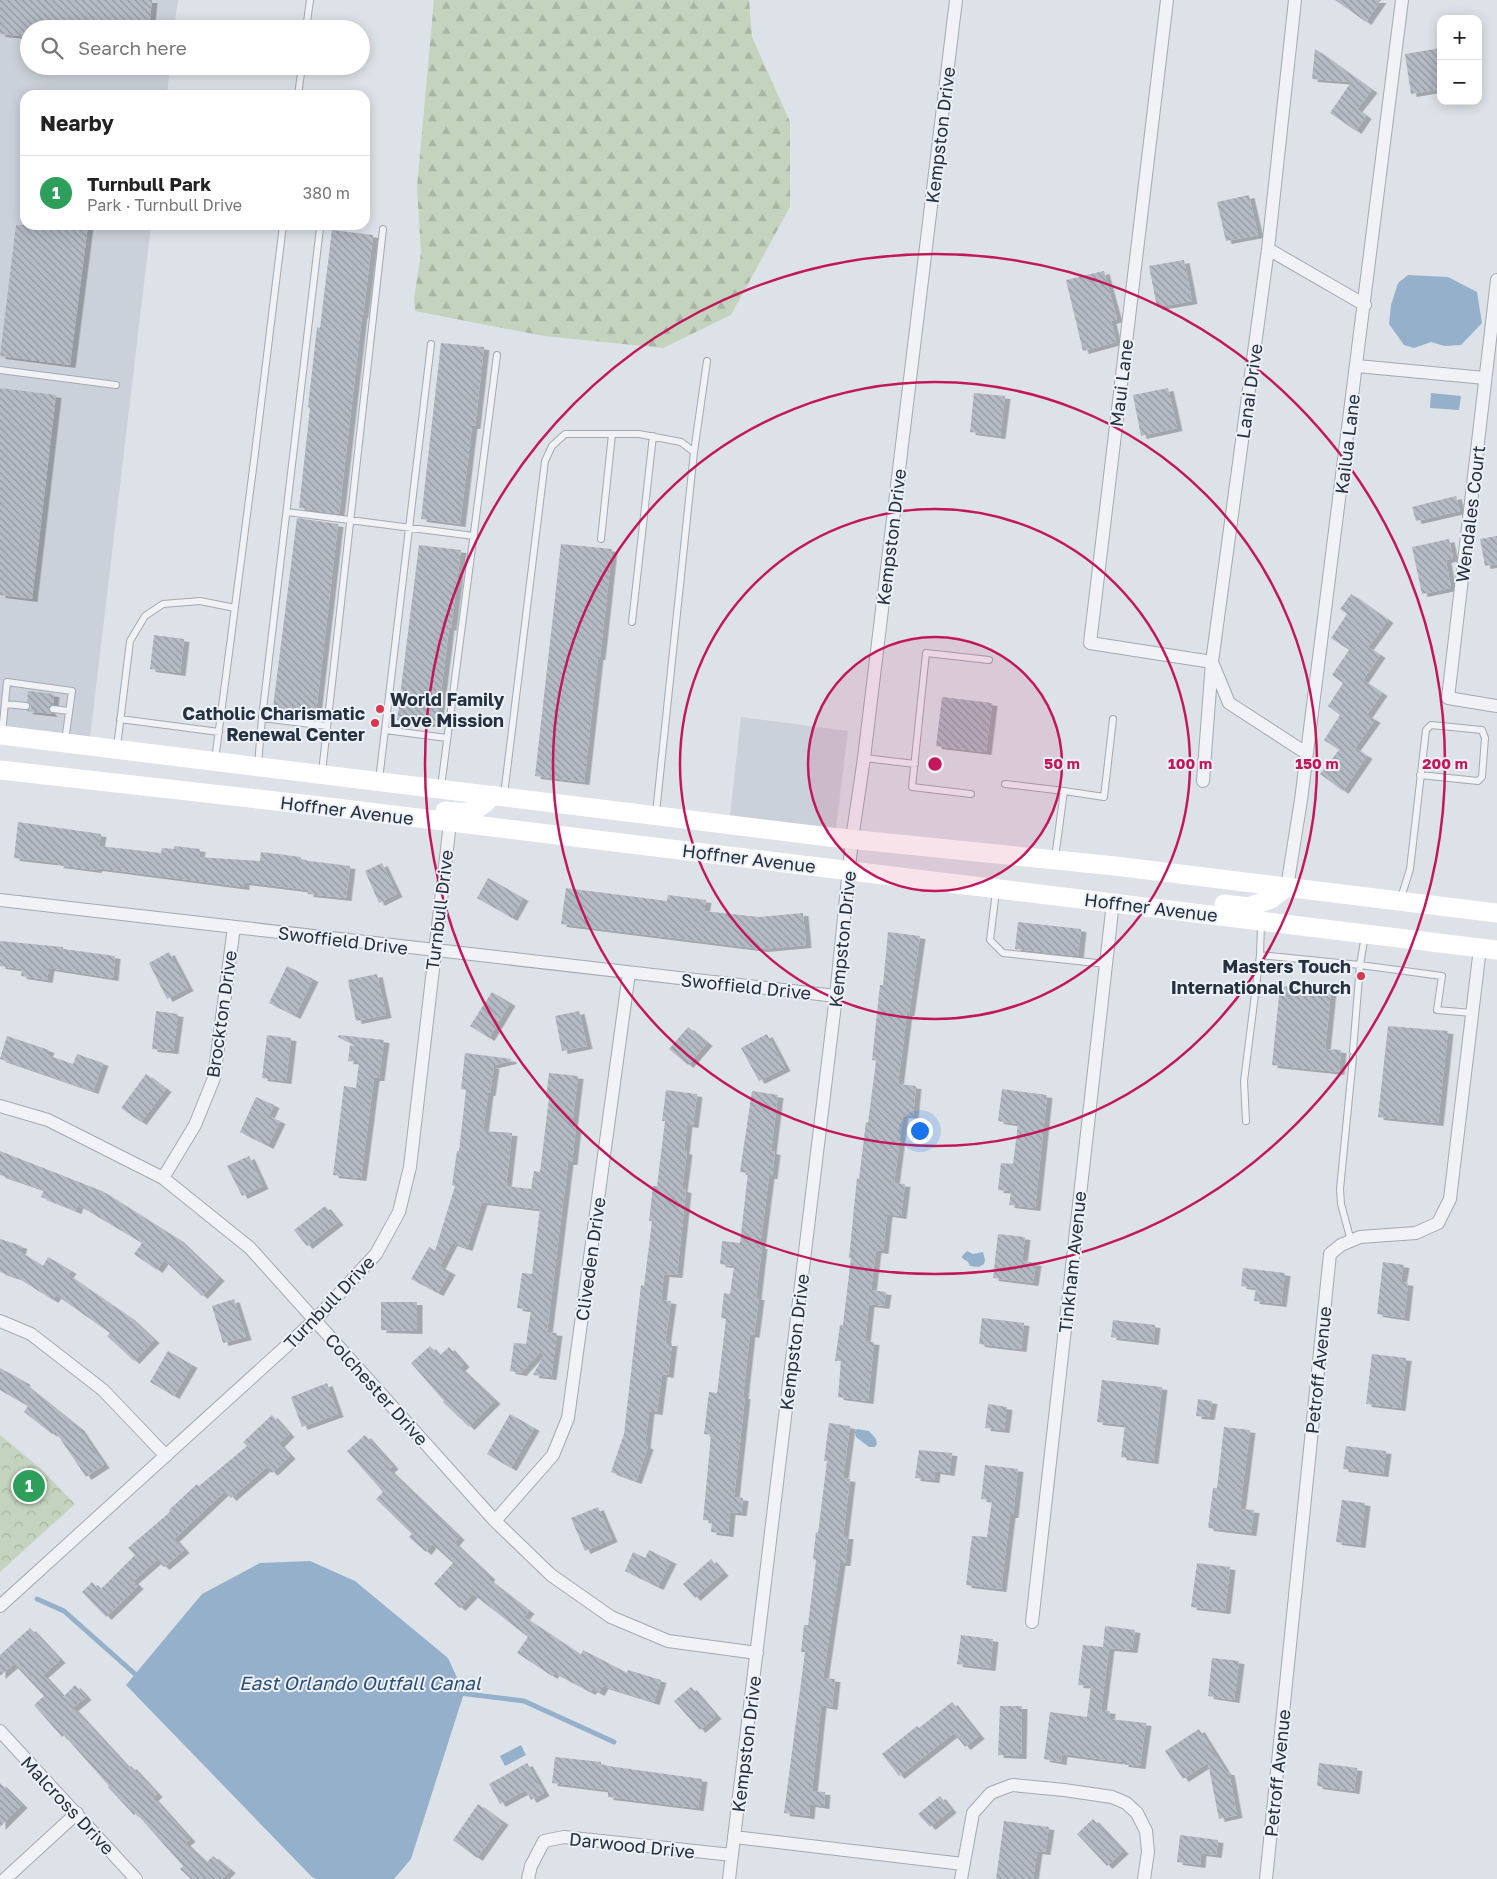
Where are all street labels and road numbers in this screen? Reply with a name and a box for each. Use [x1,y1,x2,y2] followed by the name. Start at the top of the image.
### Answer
[921,66,959,204] street label: Kempston Drive
[1105,338,1137,428] street label: Maui Lane
[1231,342,1267,440] street label: Lanai Drive
[1330,393,1364,495] street label: Kailua Lane
[1451,444,1489,584] street label: Wendales Court
[872,468,910,606] street label: Kempston Drive
[279,791,415,829] street label: Hoffner Avenue
[681,839,817,877] street label: Hoffner Avenue
[421,849,457,971] street label: Turnbull Drive
[824,870,860,1008] street label: Kempston Drive
[1083,888,1219,926] street label: Hoffner Avenue
[277,921,409,959] street label: Swoffield Drive
[201,949,241,1079] street label: Brockton Drive
[680,968,812,1004] street label: Swoffield Drive
[1054,1190,1090,1334] street label: Tinkham Avenue
[570,1196,610,1322] street label: Cliveden Drive
[279,1251,379,1353] street label: Turnbull Drive
[775,1273,813,1411] street label: Kempston Drive
[1300,1305,1336,1435] street label: Petroff Avenue
[321,1328,433,1450] street label: Colchester Drive
[727,1675,765,1813] street label: Kempston Drive
[1259,1708,1295,1838] street label: Petroff Avenue
[17,1751,119,1859] street label: Malcross Drive
[568,1827,696,1863] street label: Darwood Drive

══════════

Leave out the pictures and transcribe the entries above exactly.

Where are all street labels and road numbers in this screen? Reply with a name and a box for each. Use [x1,y1,x2,y2] followed by the name. Start at the top of the image.
### Answer
[921,66,959,204] street label: Kempston Drive
[1105,338,1137,428] street label: Maui Lane
[1231,342,1267,440] street label: Lanai Drive
[1330,393,1364,495] street label: Kailua Lane
[1451,444,1489,584] street label: Wendales Court
[872,468,910,606] street label: Kempston Drive
[279,791,415,829] street label: Hoffner Avenue
[681,839,817,877] street label: Hoffner Avenue
[421,849,457,971] street label: Turnbull Drive
[824,870,860,1008] street label: Kempston Drive
[1083,888,1219,926] street label: Hoffner Avenue
[277,921,409,959] street label: Swoffield Drive
[201,949,241,1079] street label: Brockton Drive
[680,968,812,1004] street label: Swoffield Drive
[1054,1190,1090,1334] street label: Tinkham Avenue
[570,1196,610,1322] street label: Cliveden Drive
[279,1251,379,1353] street label: Turnbull Drive
[775,1273,813,1411] street label: Kempston Drive
[1300,1305,1336,1435] street label: Petroff Avenue
[321,1328,433,1450] street label: Colchester Drive
[727,1675,765,1813] street label: Kempston Drive
[1259,1708,1295,1838] street label: Petroff Avenue
[17,1751,119,1859] street label: Malcross Drive
[568,1827,696,1863] street label: Darwood Drive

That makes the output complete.